Старик Багров бил своих домашних; невестка его – Софья Николаевна, презирала простой народ, не любила природу, стыдилась родства своего с недворянкой; но, благодаря не столько таланту С.Т. Аксакова, сколько миросозерцанию его, они вышли и привлекательнее, и занимательнее многих полезных современников наших.
Есть, наконец, кроме основных начал самого содержания, множество мелких приёмов и привычек, много выражений, которые без нужды набрасывают отрицательный оттенок на факт.
Французы, как известно, расположены страдать противоположным недостатком. Об их ходулях столько говорили, что слово это стыдно повторять; у нас же впадают беспрестанно в другую крайность, иной раз нарочно – для поучения, для пользы, с тем же побуждением, с которым писались «L’ami des enfans, par Berquin» и т. п., или нечаянно, потому что привычка всё третировать юмористически и с-кондачка стала признаком отрезвления и самоновейшего прогресса. Это видно и не в одних повестях; недавно в одной газете описывались выборы, и автор кончил тем, что похвалил их, а начал, чтобы задобрить читателя, или издателя, юмористическим глумлением.

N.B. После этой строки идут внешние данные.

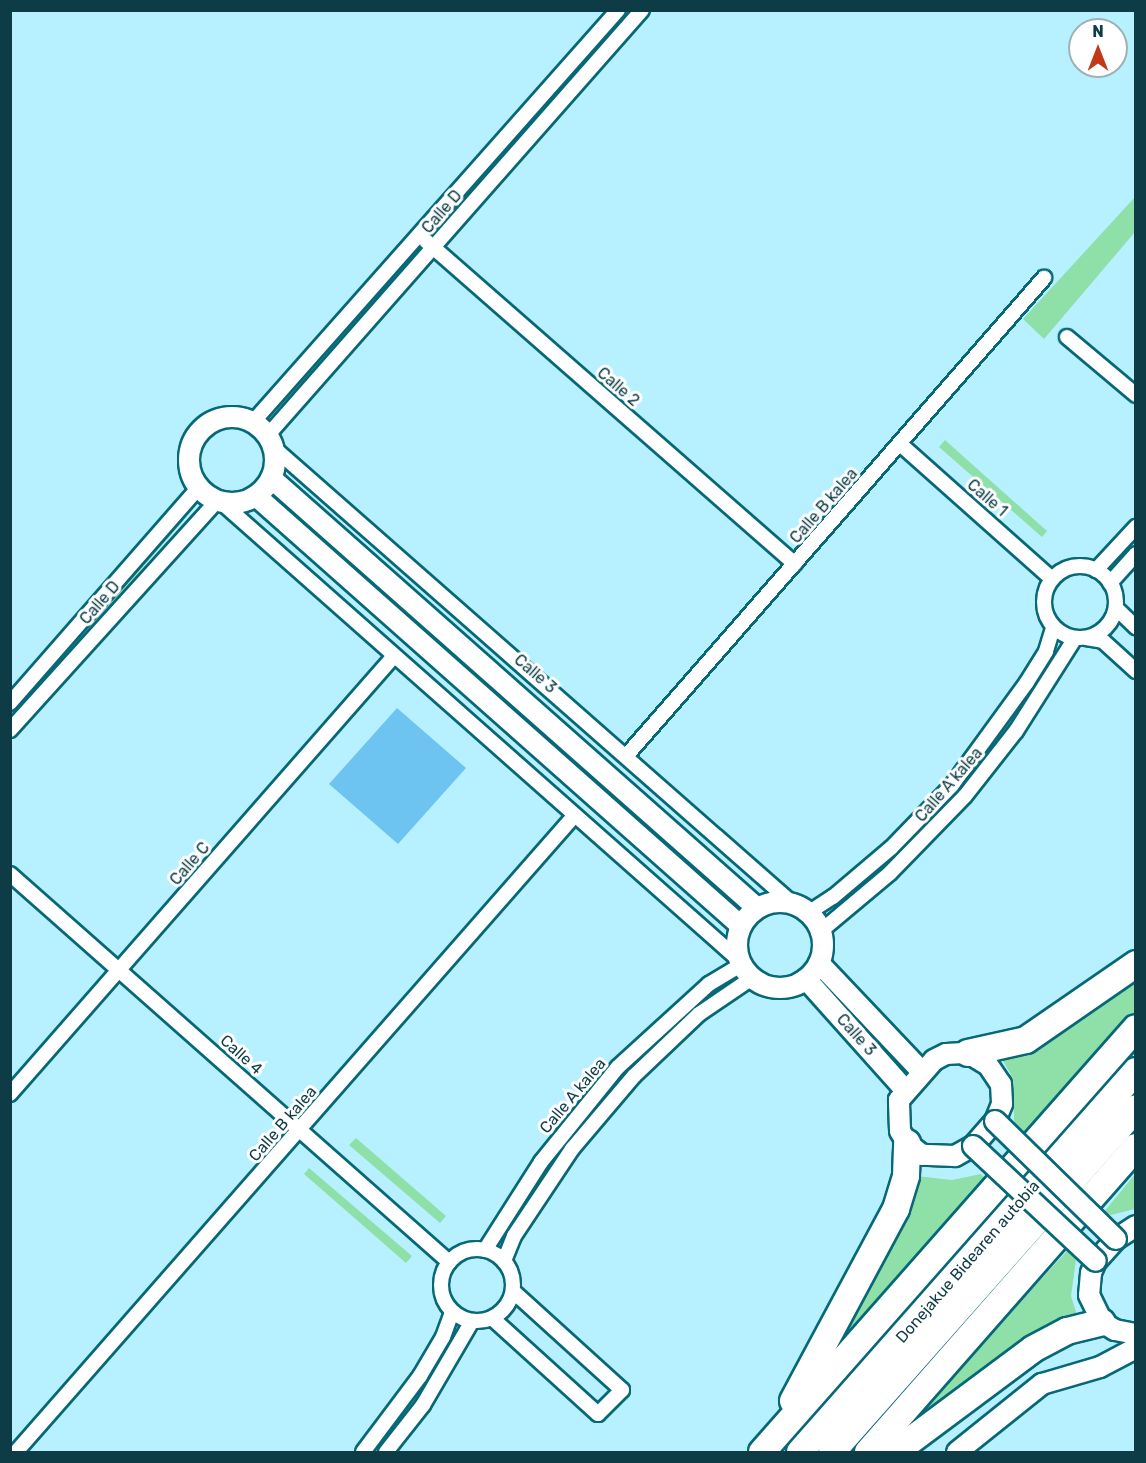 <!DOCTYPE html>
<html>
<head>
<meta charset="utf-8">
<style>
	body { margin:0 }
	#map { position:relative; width:1146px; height:1463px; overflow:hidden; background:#b7f1ff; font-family:Rubik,sans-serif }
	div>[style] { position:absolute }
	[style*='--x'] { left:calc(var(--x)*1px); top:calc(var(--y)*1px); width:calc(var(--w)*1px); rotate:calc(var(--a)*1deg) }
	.green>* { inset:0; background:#8edfa8 }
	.building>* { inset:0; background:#6ec4f1 }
	.roads { filter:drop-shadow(2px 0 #076878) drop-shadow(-2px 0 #076878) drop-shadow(0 2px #076878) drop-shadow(0 -2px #076878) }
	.street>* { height:14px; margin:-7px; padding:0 7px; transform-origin:7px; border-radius:7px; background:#fff }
	.street>.ring { margin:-7px; padding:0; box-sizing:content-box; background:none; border:14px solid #fff; border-radius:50% }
	.secondary>* { height:20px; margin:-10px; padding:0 10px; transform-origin:10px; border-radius:10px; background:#fff }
	.secondary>.ring { margin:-10px; padding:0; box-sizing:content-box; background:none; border:20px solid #fff; border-radius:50% }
	.highway>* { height:26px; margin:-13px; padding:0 13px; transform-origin:13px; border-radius:13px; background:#fff }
	.bridges { filter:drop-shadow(2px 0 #076878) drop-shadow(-2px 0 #076878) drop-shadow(0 2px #076878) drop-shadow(0 -2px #076878) }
	.secondary-bridge>* { height:20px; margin:-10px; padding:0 10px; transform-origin:10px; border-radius:10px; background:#fff }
	span { translate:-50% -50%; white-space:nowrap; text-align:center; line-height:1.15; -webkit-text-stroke:6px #fff; paint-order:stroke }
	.street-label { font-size:16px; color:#0d3c46 }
	.frame { position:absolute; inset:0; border:12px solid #0d3c46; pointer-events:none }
	.north { position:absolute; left:1068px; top:18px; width:60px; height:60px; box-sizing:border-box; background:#fff; border:2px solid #9eb1b5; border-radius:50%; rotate:0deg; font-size:16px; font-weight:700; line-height:24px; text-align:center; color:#0d3c46 }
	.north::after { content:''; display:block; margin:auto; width:21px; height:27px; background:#c2381a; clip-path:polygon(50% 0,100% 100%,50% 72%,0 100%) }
</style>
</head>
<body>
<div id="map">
	<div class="green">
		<div style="clip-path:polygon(599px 40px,602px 43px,449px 220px,445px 217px)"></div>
		<div style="clip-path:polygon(1135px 197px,1135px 232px,1044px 339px,1023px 319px)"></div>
		<div style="clip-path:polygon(404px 264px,407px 267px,284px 407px,281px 404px)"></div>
		<div style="clip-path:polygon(945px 440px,1047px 531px,1042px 537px,939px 447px)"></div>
		<div style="clip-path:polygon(285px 504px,436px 637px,431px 642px,280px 510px)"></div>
		<div style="clip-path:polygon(181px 518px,184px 520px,75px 645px,72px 642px)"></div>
		<div style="clip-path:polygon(446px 646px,618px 797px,613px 802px,441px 651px)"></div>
		<div style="clip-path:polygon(65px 651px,67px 653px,11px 717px,11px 712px)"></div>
		<div style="clip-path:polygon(1049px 660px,1052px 662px,1024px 706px,963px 787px,961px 784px,991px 747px)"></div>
		<div style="clip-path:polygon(953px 793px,955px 796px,916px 838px,844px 903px,842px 900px,914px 835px)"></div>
		<div style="clip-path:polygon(626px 804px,732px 899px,728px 903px,621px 809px)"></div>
		<div style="clip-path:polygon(1135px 976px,1135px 1012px,1018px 1140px,1014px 1119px,1013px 1078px,1003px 1061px,1022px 1056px)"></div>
		<div style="clip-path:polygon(709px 992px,711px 995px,648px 1051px,605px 1098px,602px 1095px,645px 1049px)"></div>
		<div style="clip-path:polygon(839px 993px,901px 1064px,900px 1068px,896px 1068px,835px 997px)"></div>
		<div style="clip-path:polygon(593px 1105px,596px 1108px,543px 1176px,510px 1229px,507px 1227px,540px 1174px)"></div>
		<div style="clip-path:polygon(356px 1138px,446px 1216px,440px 1223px,349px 1145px)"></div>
		<div style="clip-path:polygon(309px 1168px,412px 1256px,406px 1263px,304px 1174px)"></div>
		<div style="clip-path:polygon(981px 1174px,985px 1179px,919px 1267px,806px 1394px,917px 1190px,917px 1176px,952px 1180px)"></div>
		<div style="clip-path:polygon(1135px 1174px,1135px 1209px,1111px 1215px,1104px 1212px)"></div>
		<div style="clip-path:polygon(1067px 1251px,1076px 1260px,1071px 1296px,1077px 1315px,1041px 1333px,882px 1452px)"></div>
		<div style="clip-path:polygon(447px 1347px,450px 1348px,416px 1401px,378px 1452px,373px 1452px)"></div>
	</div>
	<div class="building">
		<div style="clip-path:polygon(397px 708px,466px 768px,398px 844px,329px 784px)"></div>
	</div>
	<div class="roads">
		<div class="street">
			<div style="--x:426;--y:241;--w:490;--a:41.2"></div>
			<div style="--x:1067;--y:337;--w:90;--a:40"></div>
			<div style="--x:253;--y:422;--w:550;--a:-48.46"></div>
			<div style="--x:268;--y:435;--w:566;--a:-48.65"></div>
			<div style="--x:900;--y:444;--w:203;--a:41.6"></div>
			<div style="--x:274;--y:448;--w:691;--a:41.3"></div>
			<div style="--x:221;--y:502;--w:691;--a:41.48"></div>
			<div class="ring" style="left:1044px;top:566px;width:58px;height:58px"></div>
			<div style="--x:1096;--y:570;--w:59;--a:-47.1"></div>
			<div style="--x:1110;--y:583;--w:39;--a:-48"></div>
			<div style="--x:1116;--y:608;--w:28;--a:44"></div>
			<div style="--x:1086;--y:638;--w:17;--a:10"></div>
			<div style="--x:1103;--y:641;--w:45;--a:42.3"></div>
			<div style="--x:10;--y:703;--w:286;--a:-48.8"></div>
			<div style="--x:10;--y:730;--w:309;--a:-47.9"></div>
			<div style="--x:627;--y:755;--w:634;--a:-48.84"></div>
			<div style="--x:10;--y:874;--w:586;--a:41.47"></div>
			<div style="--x:808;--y:913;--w:30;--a:-33"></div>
			<div style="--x:833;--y:897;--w:76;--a:-40.2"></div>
			<div style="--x:891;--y:848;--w:88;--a:-45.9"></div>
			<div style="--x:952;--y:785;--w:127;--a:-53.9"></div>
			<div style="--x:1027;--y:682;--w:36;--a:-58"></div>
			<div style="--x:1046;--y:651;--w:24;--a:-73"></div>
			<div style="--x:821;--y:931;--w:90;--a:-40"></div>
			<div style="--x:890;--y:873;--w:107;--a:-45.8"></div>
			<div style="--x:965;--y:796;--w:83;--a:-51.9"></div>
			<div style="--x:1016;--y:731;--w:110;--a:-57.6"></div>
			<div style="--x:10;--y:1094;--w:582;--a:-48.76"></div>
			<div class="ring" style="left:441px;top:1249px;width:58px;height:58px"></div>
			<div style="--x:485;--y:1250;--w:104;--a:-57.5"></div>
			<div style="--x:541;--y:1162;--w:122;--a:-51"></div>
			<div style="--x:618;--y:1067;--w:123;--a:-42.4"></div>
			<div style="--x:709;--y:984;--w:37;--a:-31"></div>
			<div style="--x:504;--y:1261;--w:27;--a:-68"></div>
			<div style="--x:514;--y:1236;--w:105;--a:-56.3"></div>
			<div style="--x:572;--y:1149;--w:96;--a:-49.7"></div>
			<div style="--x:634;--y:1076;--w:90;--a:-43.6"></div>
			<div style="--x:699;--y:1014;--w:64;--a:-34.2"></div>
			<div style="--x:492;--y:1318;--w:143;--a:42.2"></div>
			<div style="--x:598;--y:1414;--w:34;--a:-45"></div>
			<div style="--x:622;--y:1390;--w:147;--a:-137.8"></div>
			<div style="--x:16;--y:1452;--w:846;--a:-48.74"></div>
			<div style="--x:363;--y:1452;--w:95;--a:-53.1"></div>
			<div style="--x:420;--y:1376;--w:45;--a:-59.5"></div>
			<div style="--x:443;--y:1337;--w:27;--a:-70"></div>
			<div style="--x:386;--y:1452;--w:60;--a:-51.8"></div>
			<div style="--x:423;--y:1405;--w:97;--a:-59.7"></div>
		</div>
		<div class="secondary">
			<div class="ring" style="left:189px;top:417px;width:66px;height:66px"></div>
			<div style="--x:271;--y:478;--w:649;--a:41.5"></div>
			<div style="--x:256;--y:496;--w:648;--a:41.56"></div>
			<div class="ring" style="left:737px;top:902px;width:66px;height:66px"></div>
			<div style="--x:819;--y:963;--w:150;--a:46.6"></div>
			<div style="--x:806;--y:979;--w:150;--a:48.2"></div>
			<div style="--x:968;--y:1053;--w:23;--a:31"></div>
			<div style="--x:988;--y:1065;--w:23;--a:56"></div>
			<div style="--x:1001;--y:1084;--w:20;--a:87"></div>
			<div style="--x:1002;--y:1104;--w:18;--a:112"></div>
			<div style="--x:995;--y:1121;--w:33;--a:131"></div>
			<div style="--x:973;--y:1146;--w:21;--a:151"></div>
			<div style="--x:955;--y:1156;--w:33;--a:-178"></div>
			<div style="--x:922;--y:1155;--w:19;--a:-141"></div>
			<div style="--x:907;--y:1143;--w:14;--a:-120"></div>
			<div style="--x:900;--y:1131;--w:31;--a:-92"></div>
			<div style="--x:899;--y:1100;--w:53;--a:-48.8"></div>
			<div style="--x:934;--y:1060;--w:13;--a:-27"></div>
			<div style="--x:946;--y:1054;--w:22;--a:-3"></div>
			<div style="--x:1136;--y:1226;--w:24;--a:147"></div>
			<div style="--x:1116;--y:1239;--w:30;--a:132"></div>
			<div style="--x:1096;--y:1261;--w:13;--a:113"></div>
			<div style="--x:1091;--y:1273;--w:22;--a:95"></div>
			<div style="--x:1089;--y:1295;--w:30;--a:64"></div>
			<div style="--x:1102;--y:1322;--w:15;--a:32"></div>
			<div style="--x:1115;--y:1330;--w:21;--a:11"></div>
			<div style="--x:957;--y:1452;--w:109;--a:-38.7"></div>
			<div style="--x:1042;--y:1384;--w:60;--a:-16.3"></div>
			<div style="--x:1100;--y:1367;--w:41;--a:-27.8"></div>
		</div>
		<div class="highway">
			<div style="--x:968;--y:1053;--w:59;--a:-12.6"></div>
			<div style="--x:1026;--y:1040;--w:134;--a:-34.6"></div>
			<div style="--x:793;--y:1401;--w:218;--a:-61.8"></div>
			<div style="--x:896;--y:1209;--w:34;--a:-73"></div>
			<div style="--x:906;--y:1176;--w:33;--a:-88"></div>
			<div style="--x:762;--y:1452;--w:565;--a:-48.59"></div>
			<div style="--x:800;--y:1452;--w:508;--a:-48.59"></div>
			<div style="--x:832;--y:1452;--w:459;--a:-48.5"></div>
			<div style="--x:868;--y:1452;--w:406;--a:-48.7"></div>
			<div style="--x:895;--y:1452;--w:172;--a:-36.7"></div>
			<div style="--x:1033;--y:1349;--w:38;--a:-28"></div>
			<div style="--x:1067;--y:1331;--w:36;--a:-14"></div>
		</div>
	</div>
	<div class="bridges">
		<div class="secondary-bridge">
			<div style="--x:995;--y:1121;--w:169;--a:44.3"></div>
			<div style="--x:973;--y:1146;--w:168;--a:43.1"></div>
		</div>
	</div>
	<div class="street-label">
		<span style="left:442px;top:212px;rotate:-49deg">Calle D</span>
		<span style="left:618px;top:387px;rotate:41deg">Calle 2</span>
		<span style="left:987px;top:498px;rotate:41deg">Calle 1</span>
		<span style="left:824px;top:506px;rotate:-49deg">Calle B kalea</span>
		<span style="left:100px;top:603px;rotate:-49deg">Calle D</span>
		<span style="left:535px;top:674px;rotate:41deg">Calle 3</span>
		<span style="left:949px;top:785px;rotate:-49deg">Calle A kalea</span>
		<span style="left:190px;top:864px;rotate:-49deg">Calle C</span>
		<span style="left:856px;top:1035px;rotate:48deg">Calle 3</span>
		<span style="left:241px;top:1055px;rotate:42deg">Calle 4</span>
		<span style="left:573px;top:1096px;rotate:-50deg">Calle A kalea</span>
		<span style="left:283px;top:1124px;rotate:-49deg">Calle B kalea</span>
		<span style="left:968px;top:1262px;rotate:-49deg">Donejakue Bidearen autobia</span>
	</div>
	<div class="frame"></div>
	<div class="north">N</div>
</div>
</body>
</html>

Англичанин или немец скажут просто: «он испугался»; француз: «il fremit, ses cheveux se dresserent!!!»; русский: «он подловато, наиподлейше струсил». Вместо «растолстел» русский скажет: «расползся, разлезся»; вместо «он был буян» – «он любил скандальчики».
Точно сам автор совсем съёжился в эту минуту!
Посмотрим же, что представляют нам наши повествователи за последнее время, вместо действительности, в которой уже сносная доля нравственного заключена в очень пёструю и занимательную оболочку побочностей.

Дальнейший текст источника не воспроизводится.